(Dataset records Opens)
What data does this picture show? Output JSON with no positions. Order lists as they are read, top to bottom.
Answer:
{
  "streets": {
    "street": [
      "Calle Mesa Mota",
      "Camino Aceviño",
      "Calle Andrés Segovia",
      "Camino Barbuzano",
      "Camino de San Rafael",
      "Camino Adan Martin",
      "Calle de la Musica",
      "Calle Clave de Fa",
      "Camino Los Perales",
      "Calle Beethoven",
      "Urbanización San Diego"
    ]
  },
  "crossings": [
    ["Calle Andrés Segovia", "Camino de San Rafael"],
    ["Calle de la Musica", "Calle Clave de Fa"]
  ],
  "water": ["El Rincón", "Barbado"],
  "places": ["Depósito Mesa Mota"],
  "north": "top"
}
(Dataset records Closes)
--- Task instructions ---
Every record must be repeated precisely and in full.

--- Answer area ---
What data does this picture show? Output JSON with no positions. Order lists as they are read, top to bottom.
Answer:
{
  "streets": {
    "street": [
      "Calle Mesa Mota",
      "Camino Aceviño",
      "Calle Andrés Segovia",
      "Camino Barbuzano",
      "Camino de San Rafael",
      "Camino Adan Martin",
      "Calle de la Musica",
      "Calle Clave de Fa",
      "Camino Los Perales",
      "Calle Beethoven",
      "Urbanización San Diego"
    ]
  },
  "crossings": [
    ["Calle Andrés Segovia", "Camino de San Rafael"],
    ["Calle de la Musica", "Calle Clave de Fa"]
  ],
  "water": ["El Rincón", "Barbado"],
  "places": ["Depósito Mesa Mota"],
  "north": "top"
}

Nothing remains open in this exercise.